- **Records from a collection**
_ _ _ _
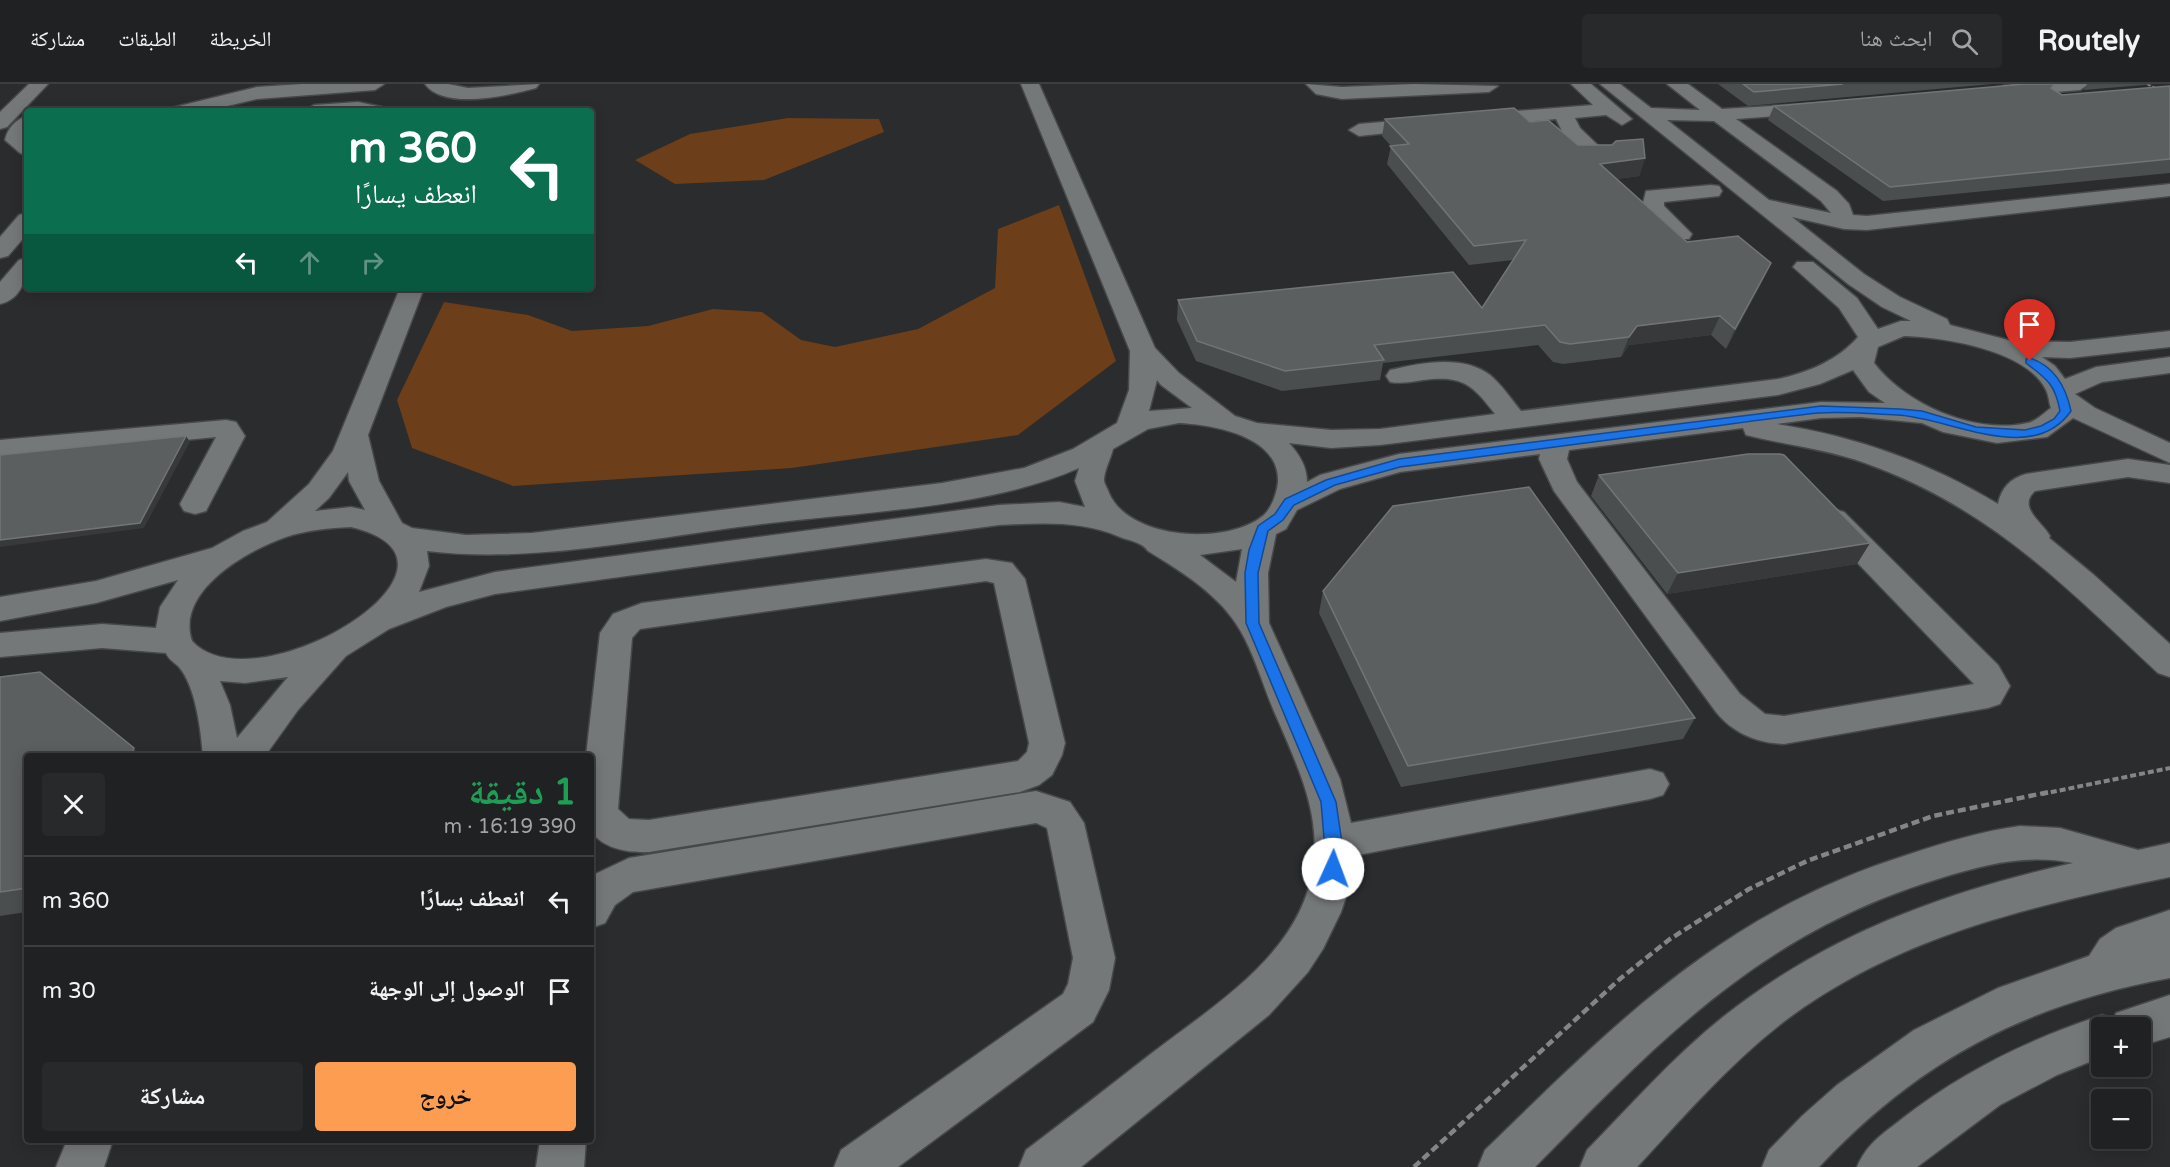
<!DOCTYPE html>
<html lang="ar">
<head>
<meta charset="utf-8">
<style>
	:root { --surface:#202122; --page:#28292a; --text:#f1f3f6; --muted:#a2a3a5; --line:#3d3e40; --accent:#fc9d52 }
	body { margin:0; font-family:"Varela Round","Noto Naskh Arabic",sans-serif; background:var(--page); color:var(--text); direction:rtl; height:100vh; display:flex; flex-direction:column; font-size:22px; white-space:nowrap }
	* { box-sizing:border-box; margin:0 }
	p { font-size:20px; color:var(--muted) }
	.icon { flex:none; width:33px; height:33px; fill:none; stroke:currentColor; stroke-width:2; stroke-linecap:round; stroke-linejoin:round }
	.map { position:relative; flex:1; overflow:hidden; direction:ltr }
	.side { position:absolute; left:24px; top:669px; width:570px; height:390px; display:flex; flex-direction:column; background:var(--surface); border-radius:6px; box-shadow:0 3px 15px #0003,0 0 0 2px var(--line); direction:rtl }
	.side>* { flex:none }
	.top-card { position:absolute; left:24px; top:24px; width:570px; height:183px; border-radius:6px; box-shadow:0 3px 15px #0003,0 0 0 2px var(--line); direction:rtl; background:#0b6e4f; color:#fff; overflow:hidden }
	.tools { position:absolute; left:2091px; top:933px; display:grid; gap:12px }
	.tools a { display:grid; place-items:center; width:60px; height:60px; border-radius:6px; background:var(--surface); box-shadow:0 3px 15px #0003,0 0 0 2px var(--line); font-size:30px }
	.pin { position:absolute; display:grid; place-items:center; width:51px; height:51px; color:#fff; margin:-62px -26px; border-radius:50% 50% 50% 0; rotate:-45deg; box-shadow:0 0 6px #0007 }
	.pin .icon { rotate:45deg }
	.me { position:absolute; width:66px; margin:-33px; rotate:2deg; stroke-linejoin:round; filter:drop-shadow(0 0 4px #0008) }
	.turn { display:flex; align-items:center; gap:21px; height:126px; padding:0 18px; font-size:27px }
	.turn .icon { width:78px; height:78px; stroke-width:2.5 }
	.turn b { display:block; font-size:42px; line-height:51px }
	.lanes { display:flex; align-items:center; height:57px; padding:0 18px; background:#0003; justify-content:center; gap:30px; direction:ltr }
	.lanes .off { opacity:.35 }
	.round { display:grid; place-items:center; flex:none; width:63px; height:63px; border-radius:6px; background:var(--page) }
	.summary { display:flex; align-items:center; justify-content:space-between; height:102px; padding:0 18px }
	h1 { font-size:36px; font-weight:700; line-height:45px; color:#1e9e55 }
	.action { display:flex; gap:12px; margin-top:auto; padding:12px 18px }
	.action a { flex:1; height:69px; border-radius:6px; background:var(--accent); color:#111; font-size:24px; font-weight:700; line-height:69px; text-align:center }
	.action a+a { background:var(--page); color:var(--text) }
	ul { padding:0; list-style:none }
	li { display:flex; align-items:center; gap:18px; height:90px; padding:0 18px; border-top:2px solid var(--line) }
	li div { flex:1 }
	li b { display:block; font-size:22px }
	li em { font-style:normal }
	header { display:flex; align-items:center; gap:36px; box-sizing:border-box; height:84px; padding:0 30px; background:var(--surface); border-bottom:2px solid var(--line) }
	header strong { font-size:28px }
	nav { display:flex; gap:33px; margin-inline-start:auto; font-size:21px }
	.search { width:420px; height:54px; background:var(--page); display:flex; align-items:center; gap:15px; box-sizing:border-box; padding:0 21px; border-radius:6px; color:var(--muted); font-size:22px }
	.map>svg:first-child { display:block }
	.green { fill:#6c3e19 }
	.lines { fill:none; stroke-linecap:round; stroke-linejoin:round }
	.minor-casing { stroke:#464849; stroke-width:3 }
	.path-far2 { stroke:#848686; stroke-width:2; stroke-dasharray:4 2; stroke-linecap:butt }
	.path-far1 { stroke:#848686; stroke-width:4; stroke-dasharray:6 3; stroke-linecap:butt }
	.path { stroke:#848686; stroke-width:4.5; stroke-dasharray:8 4; stroke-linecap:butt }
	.minor { fill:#757879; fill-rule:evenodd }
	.wall { fill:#4b4e4f }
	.shaded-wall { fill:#37393a }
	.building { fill:#5c5f60; stroke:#727575; stroke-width:1.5 }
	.route { fill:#1a73e8; stroke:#114b97; stroke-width:1.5 }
</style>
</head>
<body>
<header>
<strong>Routely</strong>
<div class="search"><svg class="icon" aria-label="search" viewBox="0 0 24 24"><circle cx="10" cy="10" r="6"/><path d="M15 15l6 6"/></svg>ابحث هنا</div>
<nav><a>الخريطة</a><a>الطبقات</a><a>مشاركة</a></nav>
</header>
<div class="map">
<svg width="2170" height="1083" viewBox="0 0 2170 1083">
	<rect width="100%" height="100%" fill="#2a2c2d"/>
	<path class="green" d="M788,34l91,1 5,13 -120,48 -89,4 -40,-24 55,-26z
		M1059,121l57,156 -98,74 -226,33 -279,18 -101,-38 -15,-48 47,-98 84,13 44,16 76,-5 65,-17 49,3 39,28 34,7 83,-18 77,-41 3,-59z"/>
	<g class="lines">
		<defs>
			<path id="minor" d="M29,0h19l-41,43 -7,2v-17z
				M302,0h82l-9,6 -118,9 -51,12h-34l3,-4 82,-20z
				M425,0h23l20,4 71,-4 -3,4c-26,7 -92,23 -111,-4z
				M1021,0h18l116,264 24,25 56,43 22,7 74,7 49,-1 115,-15c-23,-30 -33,-39 -72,-34 -12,2 -22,4 -33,2l-4,-6 4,-6c30,-7 73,-16 100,5 12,10 21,24 31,36l257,-32c32,-7 60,-19 80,-42l-19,-29 -46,-41 4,-5h16l44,36 21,31 23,-8h10l-29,-14 -34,-23 -248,-200h20l31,24 49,2 -33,-26h21l34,25 100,-6 2,4 -2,4 -7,2 -79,6 101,72 12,13 4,11 14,1 303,-32v12l-303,34 -23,-1 -52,-12 72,57 36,23 47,22 3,6 62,16 58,1 100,-11v16l-100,11 -28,-1 13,9 10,13 31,-12 74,-10v16l-68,9 -27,12 20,14 75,35v20l-97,-45 -26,19 -50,6 -54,-11 -21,-9 -62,-6 -39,1 -44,6c78,12 154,39 221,80 3,-16 13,-26 28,-30l102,-15 42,6v18l-42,-6 -93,14c-18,16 7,31 15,45l-1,2 45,37 76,69v33l-12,-4c-93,-87 -169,-166 -293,-210 -39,-14 -79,-18 -119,-28l-3,-7 -174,22 -2,9 10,23 163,212 25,20 19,2 190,-32 -152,-158 -4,-7 4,-7 11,-3 11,3 154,153 12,21 -10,18 -12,4 -204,36c-27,-1 -51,-11 -68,-32l-162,-221 -15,-32 1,-5 -140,18 -60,17 -43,21 -11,19 -10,5 -8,39 1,50 71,156 11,44 299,-54 13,4 6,11 -6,11 -13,4 -297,57 -4,32 -8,24 -18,37 -15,23 -39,43 -188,152h-62l7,-17c42,-32 84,-64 126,-97 65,-50 153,-102 162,-192 5,-52 -17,-96 -37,-143 -13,-28 -21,-61 -37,-88 -20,-35 -58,-58 -92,-79 -6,-9 -18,-10 -28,-14 -39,-17 -79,-14 -121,-12l-504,69 -49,13 -57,22 -43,27 -48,54 -33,46h-62c-2,-25 -7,-69 -24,-89 -5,-5 -10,-7 -13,-14l-64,-5 -102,9v-24l102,-9 54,4 4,-21 18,-27 -82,23 -96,18v-24l96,-16 116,-33 31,-17 24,-9 42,-38 24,-33 67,-163h24l-56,147 11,46 23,42 10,5 54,7 66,-2 410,-50 82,-15 49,-19 44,-26 12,-33 1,-39zM1667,36l47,1 107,80 10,12 -62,-13zM1904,252c39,1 123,14 142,54 3,6 3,13 5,18 -7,5 -16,14 -24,15 -52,12 -122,-19 -153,-60l4,-16zM1853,286l16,22 16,11 -64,-1 -422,52 -79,21 -13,7c0,-16 -8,-28 -18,-39l42,5 49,-3 398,-50 42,-11zM1157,296l4,5 31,23 -43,3zM1179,339c35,2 101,13 99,59 -1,11 -6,25 -14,33 -36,31 -135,25 -155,-22 -1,-4 -5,-9 -5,-13 0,-9 7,-22 9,-31l35,-20zM1079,384l-4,13 10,26 -26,-5 -60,3 -504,67 -76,20 10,-26 -2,-15c108,13 226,-14 335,-27 98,-12 228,-16 317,-56zM348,388l1,9 16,29 -14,-3 -36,4 14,-13zM351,443c148,35 -96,183 -159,114 -17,-50 56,-91 94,-104 21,-7 43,-9 65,-10zM1242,465l-6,33 -36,-27zM288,593l-51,61 -7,-33 -10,-24 25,2z
				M1306,0l36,3 72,-3 84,2 -9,6 -147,7 -26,-5z
				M1571,0h20l41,35 -10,6 -16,-10 -31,3 5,10 26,25 3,4 -3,4h-14l-28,-26 -8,-16 -76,7 -10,-6 10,-6 113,-9z
				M2015,0h74l-9,6 -70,6 -9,-6 2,-4z
				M358,18l24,5 3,4h-81l10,-6z
				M27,32v39l-7,-2 -15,-13c2,-11 11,-21 22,-24z
				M1429,34l7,2 3,4 -3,4 -77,8 -10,-6 10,-6z
				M1711,101l8,1 3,5 -3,5 -55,6v4l28,28 -3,5h-16l-31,-32 4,-16z
				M27,129v21l-19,22 -8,2v-21l19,-22z
				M27,174c0,20 -5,41 -27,46v-22l19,-22z
				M226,336l10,2 9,14 -39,75 -11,3 -11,-3 -4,-7 36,-67 -216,21v-18z
				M986,475l26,4 13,16 40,164 -3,12 -10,20 -13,10 -19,7 -371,60c-20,1 -46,-3 -58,-21v-75h-5l14,-123 13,-19 29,-11zM986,497l8,2 35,160 -2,9 -9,9 -369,59 -20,-1 -11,-10 14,-171 8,-9z
				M1036,707l34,11 14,21 31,135 -6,32 -16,32 -195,145h-64l7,-17 222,-156 5,-10 5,-26 -26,-130 -11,-5 -403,69 -18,13 -10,18 -14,5v-52l38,-18z
				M2020,742l40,2 78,22 32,-7v34c-128,27 -255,54 -366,130 -64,44 -115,104 -167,160h-57l7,-17c44,-45 87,-94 136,-133 103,-82 223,-126 350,-154 -46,-9 -85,1 -129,14 -181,54 -281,160 -409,290h-57l7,-17c135,-131 239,-238 425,-296 36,-12 72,-23 110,-28z
				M2170,826v68c-143,26 -251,82 -351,189h-57l7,-17 33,-34 35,-31 77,-55 84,-42 91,-32 11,-17 16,-11z
				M2170,911v42l-30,9v-18h-38v29l-45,18 -57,30 -83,62h-60c10,-24 26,-33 46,-49 60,-47 127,-79 199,-103l12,4 2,-6z
				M67,1056h46l-9,27h-48z
				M540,1056h46l-2,27h-48z"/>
		</defs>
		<use href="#minor" class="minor-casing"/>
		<path class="path-far2" d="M2147,0l10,5"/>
		<path class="path-far1" d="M2042,710l128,-26"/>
		<path class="path" d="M1414,1083l207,-189 49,-39 79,-50 58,-28 126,-45 116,-24"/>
		<use href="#minor" class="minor"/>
	</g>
	<path class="wall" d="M1718,0h274l-244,22z
		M2087,0h68l-71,6z
		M2170,2v87l-287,28 -115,-81 6,-14 279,-16 9,5z
		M1385,35l145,3 48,23 67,13 -6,18 -22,3 70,63 84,21 -9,19 -36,67 -15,-14 -82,10 -8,12 -58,7 -10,-2 -15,-17 -155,18 -3,17 -98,11 -86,-30 -19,-41 1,-20 304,8 31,-48 -44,5 -82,-101 4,-18 -9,-10z
		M1599,391l258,89 -190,30 -76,-98z
		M1323,507l372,127 -12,21 -282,48 -82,-174z
		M0,593l27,79v156l-27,4z"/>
	<path class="shaded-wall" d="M1645,74l-6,18 -45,6 6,-18z
		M1771,179l-9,19 -36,67 9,-20z
		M1720,232l-9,19 -82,10 -8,12 8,-20 8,-11z
		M186,352l4,6 -46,86 -144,19v-7z
		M1870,459l-13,21 -190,30 11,-21z
		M134,664l7,8h-10z"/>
	<path class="building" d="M1743,0h100l-89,8z
		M2025,0h30l-4,4 11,7 108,-9v73l-280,28 -116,-81z
		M1514,24l16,14 18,-2 30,25h34l4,-4 27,-2 2,19 -45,6 87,78 51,-6 33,27 -36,66 -15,-13 -83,10 -8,11 -59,7 -10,-2 -15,-17 -171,20 10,15 -99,11 -88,-30 -19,-41 275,-28 29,36 44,-68 -52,6 -84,-100 19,-2 -24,-25z
		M365,25l4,2h-29z
		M186,352l-46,87 -140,17v-85z
		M1748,370h32l4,1 86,88 -192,30 -79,-98z
		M1529,403l166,231 -287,48 -85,-175 70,-85z
		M40,588l94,76 -3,8h-104v132l-27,4v-215z"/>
	<path class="route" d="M2030,274c24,8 36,29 41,53 -39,56 -122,6 -174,4 -26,-1 -52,-4 -78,-2 -52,5 -105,14 -157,20 -88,12 -175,23 -262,34l-65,18 -41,20 -11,15 -15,11 -10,42 1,50 77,179 6,41 -3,31h-12l-6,-72 -75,-179 -1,-50 4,-23 9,-24 17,-12 10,-15 41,-19 73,-21 422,-53 79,3 22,2 54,16 49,3 16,-4 13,-7 6,-8c-5,-27 -13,-32 -34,-48v-4z"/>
</svg>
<div class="tools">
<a>+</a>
<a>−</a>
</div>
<div class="pin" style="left:2030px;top:277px;background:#d93025"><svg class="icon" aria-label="arrive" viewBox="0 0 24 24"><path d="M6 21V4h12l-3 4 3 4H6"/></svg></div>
<svg class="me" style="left:1333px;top:785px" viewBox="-20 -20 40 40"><circle r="19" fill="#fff"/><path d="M0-13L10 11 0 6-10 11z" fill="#1a73e8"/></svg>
<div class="top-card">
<div class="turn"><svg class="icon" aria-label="left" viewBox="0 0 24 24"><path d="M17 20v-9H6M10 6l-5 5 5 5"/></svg><div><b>360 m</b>انعطف يسارًا</div></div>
<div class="lanes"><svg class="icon" aria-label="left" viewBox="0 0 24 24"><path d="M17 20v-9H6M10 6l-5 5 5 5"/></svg><svg class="icon off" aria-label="ahead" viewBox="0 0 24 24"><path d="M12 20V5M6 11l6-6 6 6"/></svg><svg class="icon off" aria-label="right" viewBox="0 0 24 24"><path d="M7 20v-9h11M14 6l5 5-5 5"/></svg></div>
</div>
<section class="side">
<div class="summary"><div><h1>1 دقيقة</h1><p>390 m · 16:19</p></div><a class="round"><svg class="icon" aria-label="close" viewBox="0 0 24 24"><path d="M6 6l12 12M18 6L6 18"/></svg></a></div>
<ul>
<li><svg class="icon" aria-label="left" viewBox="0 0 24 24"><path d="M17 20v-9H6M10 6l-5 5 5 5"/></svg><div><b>انعطف يسارًا</b></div><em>360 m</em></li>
<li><svg class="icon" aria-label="arrive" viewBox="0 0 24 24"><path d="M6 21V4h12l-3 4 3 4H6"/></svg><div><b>الوصول إلى الوجهة</b></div><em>30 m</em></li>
</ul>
<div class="action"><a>خروج</a><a>مشاركة</a></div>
</section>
</div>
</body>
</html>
_ _ _ _
- **WHAT YOU WILL DO**
Of the lines above, extract only those from the line with "display:flex; align-items:center; gap:21px;" to the line with "stroke:#848686; stroke-width:4.5; stroke-dasharray:8", both included, exactly as written.

- **EXERCISE SOLUTION**
	.turn { display:flex; align-items:center; gap:21px; height:126px; padding:0 18px; font-size:27px }
	.turn .icon { width:78px; height:78px; stroke-width:2.5 }
	.turn b { display:block; font-size:42px; line-height:51px }
	.lanes { display:flex; align-items:center; height:57px; padding:0 18px; background:#0003; justify-content:center; gap:30px; direction:ltr }
	.lanes .off { opacity:.35 }
	.round { display:grid; place-items:center; flex:none; width:63px; height:63px; border-radius:6px; background:var(--page) }
	.summary { display:flex; align-items:center; justify-content:space-between; height:102px; padding:0 18px }
	h1 { font-size:36px; font-weight:700; line-height:45px; color:#1e9e55 }
	.action { display:flex; gap:12px; margin-top:auto; padding:12px 18px }
	.action a { flex:1; height:69px; border-radius:6px; background:var(--accent); color:#111; font-size:24px; font-weight:700; line-height:69px; text-align:center }
	.action a+a { background:var(--page); color:var(--text) }
	ul { padding:0; list-style:none }
	li { display:flex; align-items:center; gap:18px; height:90px; padding:0 18px; border-top:2px solid var(--line) }
	li div { flex:1 }
	li b { display:block; font-size:22px }
	li em { font-style:normal }
	header { display:flex; align-items:center; gap:36px; box-sizing:border-box; height:84px; padding:0 30px; background:var(--surface); border-bottom:2px solid var(--line) }
	header strong { font-size:28px }
	nav { display:flex; gap:33px; margin-inline-start:auto; font-size:21px }
	.search { width:420px; height:54px; background:var(--page); display:flex; align-items:center; gap:15px; box-sizing:border-box; padding:0 21px; border-radius:6px; color:var(--muted); font-size:22px }
	.map>svg:first-child { display:block }
	.green { fill:#6c3e19 }
	.lines { fill:none; stroke-linecap:round; stroke-linejoin:round }
	.minor-casing { stroke:#464849; stroke-width:3 }
	.path-far2 { stroke:#848686; stroke-width:2; stroke-dasharray:4 2; stroke-linecap:butt }
	.path-far1 { stroke:#848686; stroke-width:4; stroke-dasharray:6 3; stroke-linecap:butt }
	.path { stroke:#848686; stroke-width:4.5; stroke-dasharray:8 4; stroke-linecap:butt }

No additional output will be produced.